Dream to control : Learning behaviors by latent imagination

Key Ideas

Learns long-horizon behaviors from images purely by latent imagination; predicts both actions and state values in the latent space.

Theoretical details

Formulating Task

Let us formulate visual control as a POMDP with the discrete-time step \(t \in [1; T]\), continuous vector-valued actions \(a_t \sim p(a_t|o_{\leq t}, a_{<t})\) generated by the agent, and high-dimensional observations and scalar rewards \(o_t, r_t \sim p(o_t, r_t | o_{<t}, a_{<t})\). The goal is to develop an agent that maximizes the expected sum of rewards \(\mathbb{E}_{p}(\sum^T_{t=1}r_t)\).

Latent dynamics

Dreamer uses a latent dynamics model that consists of three components: 1) Representation model, 2) Transition model, and 3) Reward model:

\[\text{Representation model: } p( s_t | s_{t-1}, a_{t-1}, o_t)\] \[\text{Transition model: } q(s_t |s_{t-1}, a_{t-1})\] \[\text{Reward model: } q(r_t |s_t)\]

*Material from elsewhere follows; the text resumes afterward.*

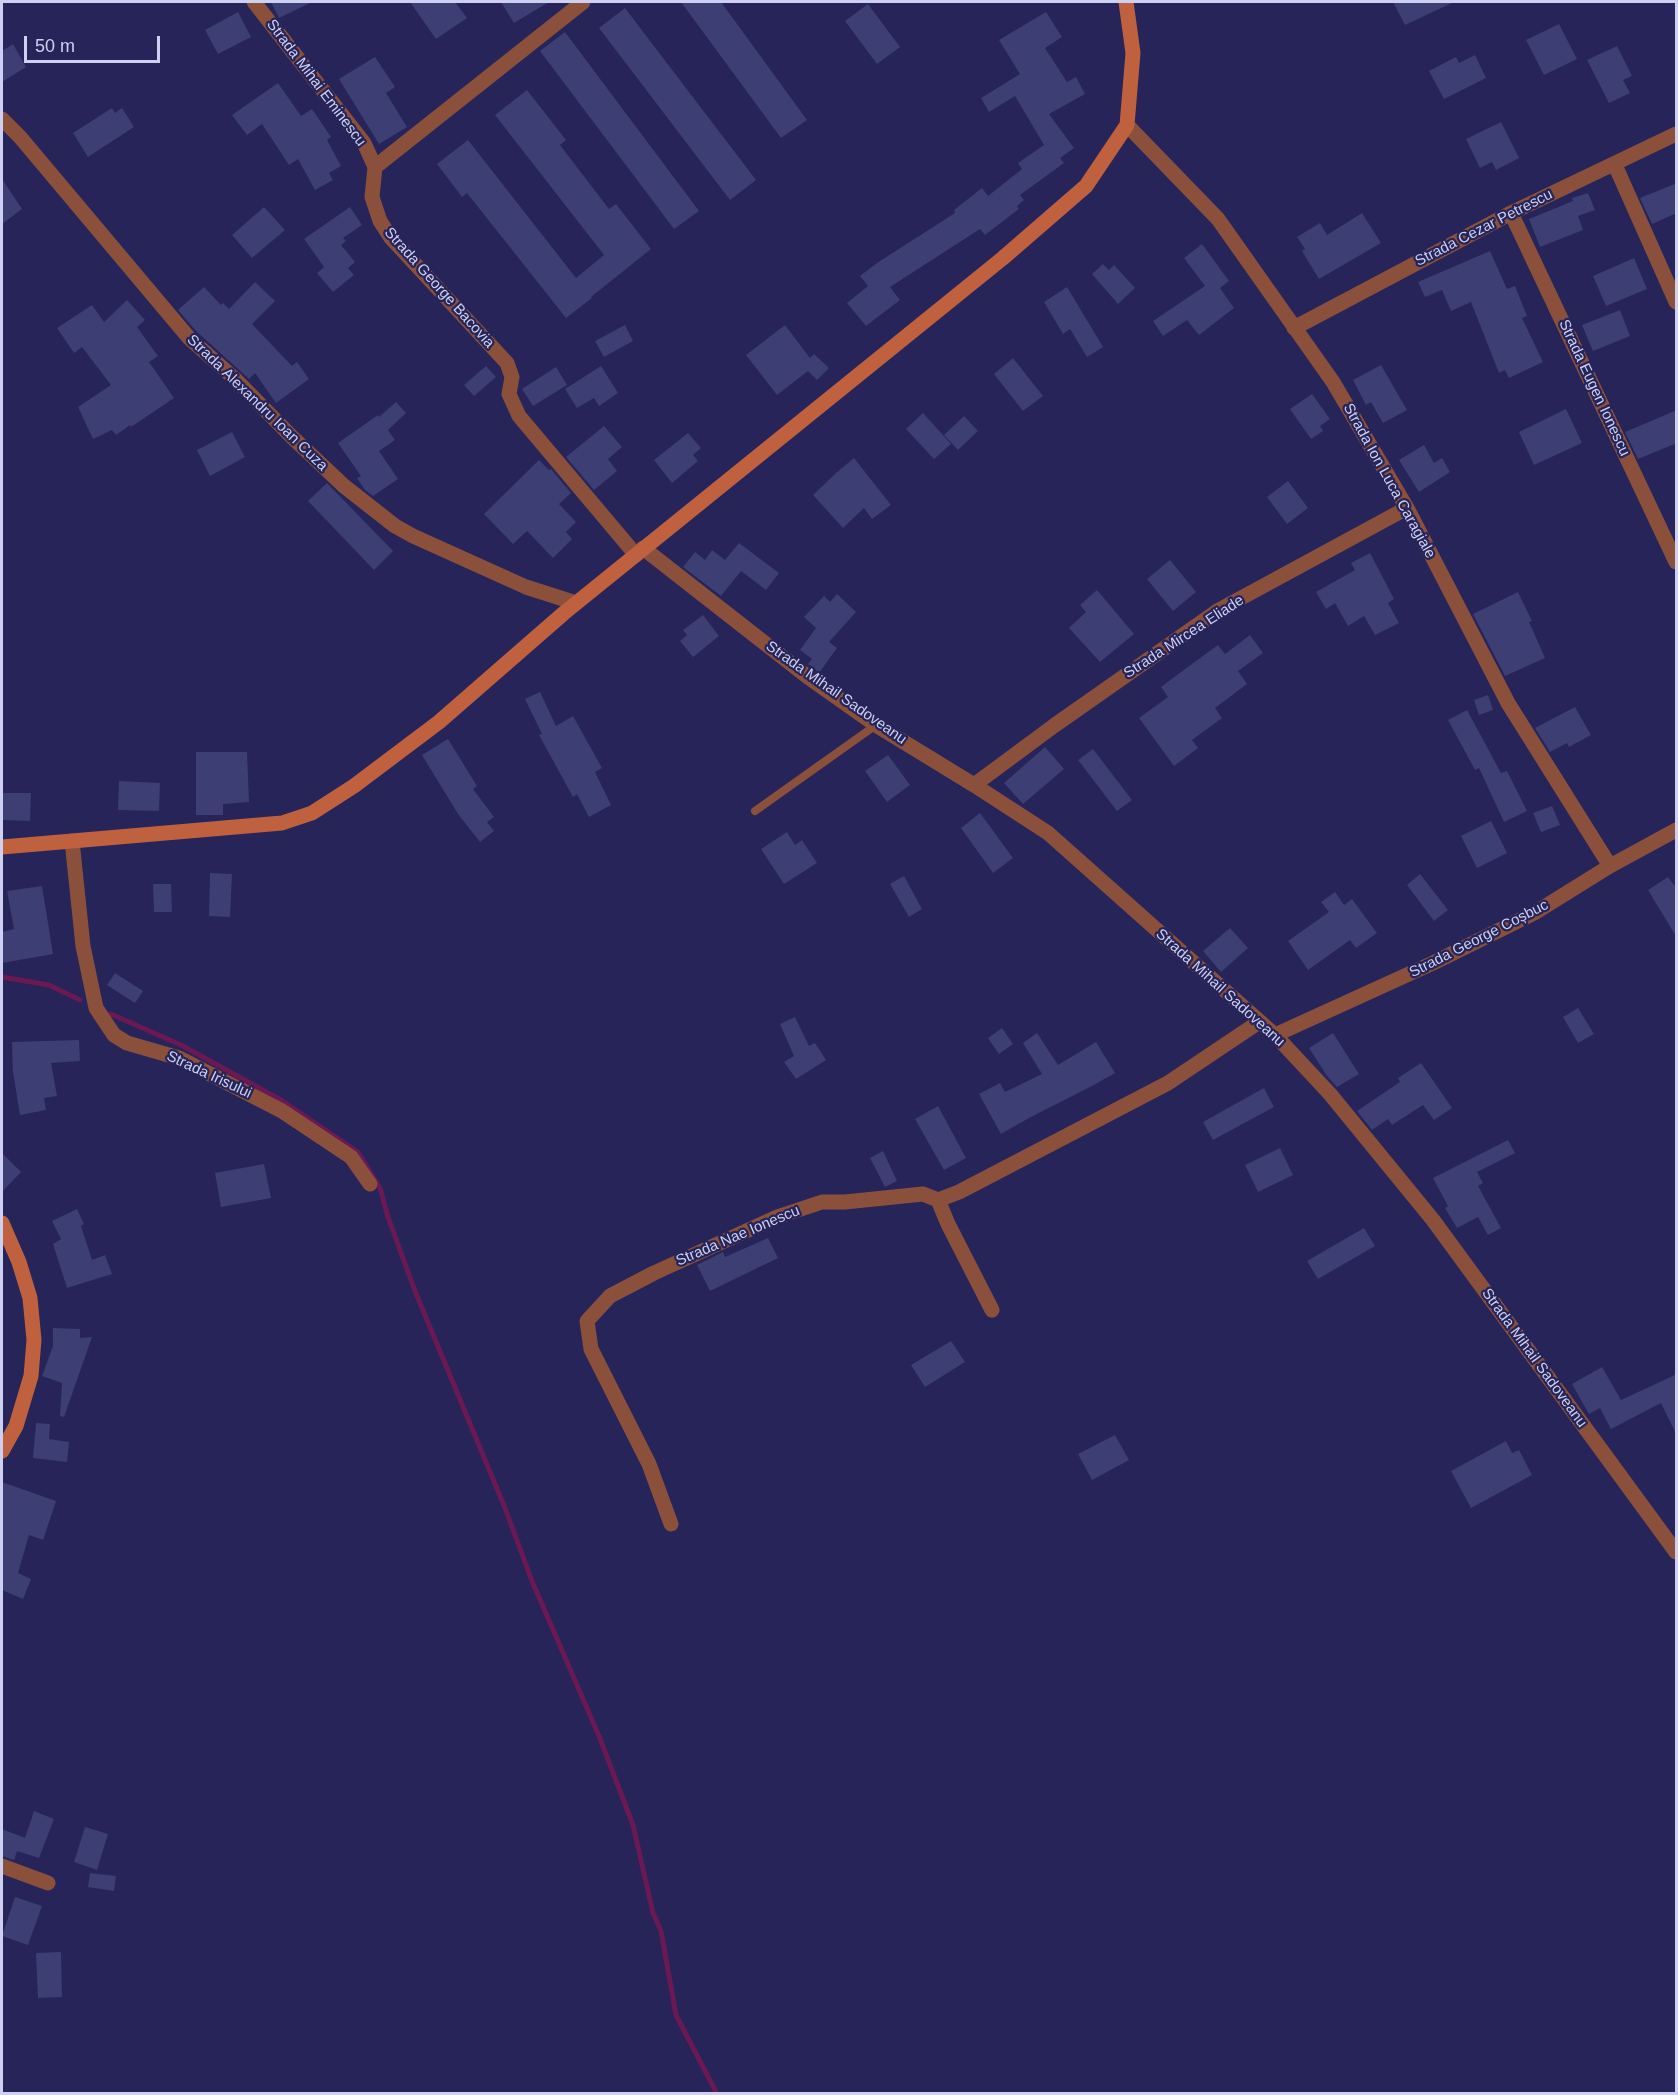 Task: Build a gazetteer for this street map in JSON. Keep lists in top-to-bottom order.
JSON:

Here, \(p\) is used for distributions that generate samples in the real environment, while \(q\) is used for their approximations that enable latent imagination. The great strength of this approach is that it directly learns the transition dynamics in latent space, resulting in a low memory footprint and fast predictions of thousands of imagined trajectories in parallel. Another strength of learning state dynamics in latent space directly is that by preventing prediction of the observation itself spanned in high-dimensional space, the task to learn transition dynamics becomes something more capable to be learned. Imagined trajectories start at the true model state \(s_t\) of observation sequences drawn from the agent’s past experience. By using the models we mentioned above, predictions of \(s_{\tau}\), \(r_{\tau}\) and \(a_{\tau}\) are made, while the objective of this prediction is to maximize the expected imagined rewards: \(\mathbb{E}_{q} \left(\sum_{\tau=t} ^\infty \gamma^{\tau-t} r_{\tau} \right)\)

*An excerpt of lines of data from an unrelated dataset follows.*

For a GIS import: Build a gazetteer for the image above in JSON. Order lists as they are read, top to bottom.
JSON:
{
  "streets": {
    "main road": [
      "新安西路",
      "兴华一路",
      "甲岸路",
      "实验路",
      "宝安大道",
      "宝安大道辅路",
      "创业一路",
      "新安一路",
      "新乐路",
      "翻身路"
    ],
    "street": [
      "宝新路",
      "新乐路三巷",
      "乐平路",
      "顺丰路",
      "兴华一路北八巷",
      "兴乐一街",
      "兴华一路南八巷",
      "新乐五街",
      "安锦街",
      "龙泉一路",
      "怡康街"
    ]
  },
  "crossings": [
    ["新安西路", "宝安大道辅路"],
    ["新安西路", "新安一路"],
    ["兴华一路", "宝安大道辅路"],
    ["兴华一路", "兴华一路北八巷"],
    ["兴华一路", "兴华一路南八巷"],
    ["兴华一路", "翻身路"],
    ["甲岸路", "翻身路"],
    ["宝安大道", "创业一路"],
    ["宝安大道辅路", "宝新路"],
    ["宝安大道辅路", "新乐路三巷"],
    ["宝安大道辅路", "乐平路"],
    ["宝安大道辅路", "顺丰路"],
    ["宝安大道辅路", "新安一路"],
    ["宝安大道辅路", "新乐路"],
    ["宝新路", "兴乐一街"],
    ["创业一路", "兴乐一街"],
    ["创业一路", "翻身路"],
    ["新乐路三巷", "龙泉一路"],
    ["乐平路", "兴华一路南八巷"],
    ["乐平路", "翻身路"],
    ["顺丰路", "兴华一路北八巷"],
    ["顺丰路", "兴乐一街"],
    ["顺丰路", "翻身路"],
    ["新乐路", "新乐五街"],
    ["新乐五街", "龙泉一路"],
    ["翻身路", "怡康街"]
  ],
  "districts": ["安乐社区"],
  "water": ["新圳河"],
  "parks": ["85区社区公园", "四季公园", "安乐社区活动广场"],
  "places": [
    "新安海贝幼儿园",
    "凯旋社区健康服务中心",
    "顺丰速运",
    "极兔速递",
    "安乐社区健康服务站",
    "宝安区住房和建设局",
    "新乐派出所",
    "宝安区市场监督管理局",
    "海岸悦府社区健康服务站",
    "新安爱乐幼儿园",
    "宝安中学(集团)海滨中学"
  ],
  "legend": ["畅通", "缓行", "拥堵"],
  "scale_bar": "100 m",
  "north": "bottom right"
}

To describe latent dynamics with a world model, the paper first uses an approach suggested in PlaNet. This approach consists of four following components:

\[\text{Representation model: } p_{\theta}(s_t | s_{t-1}, a_{t-1}, o_t)\] \[\text{Observation model: } q_{\theta}(o_t | s_t)\] \[\text{Transition model: } q_{\theta}(s_t |s_{t-1}, a_{t-1})\] \[\text{Reward model: } q_{\theta}(r_t |s_t)\]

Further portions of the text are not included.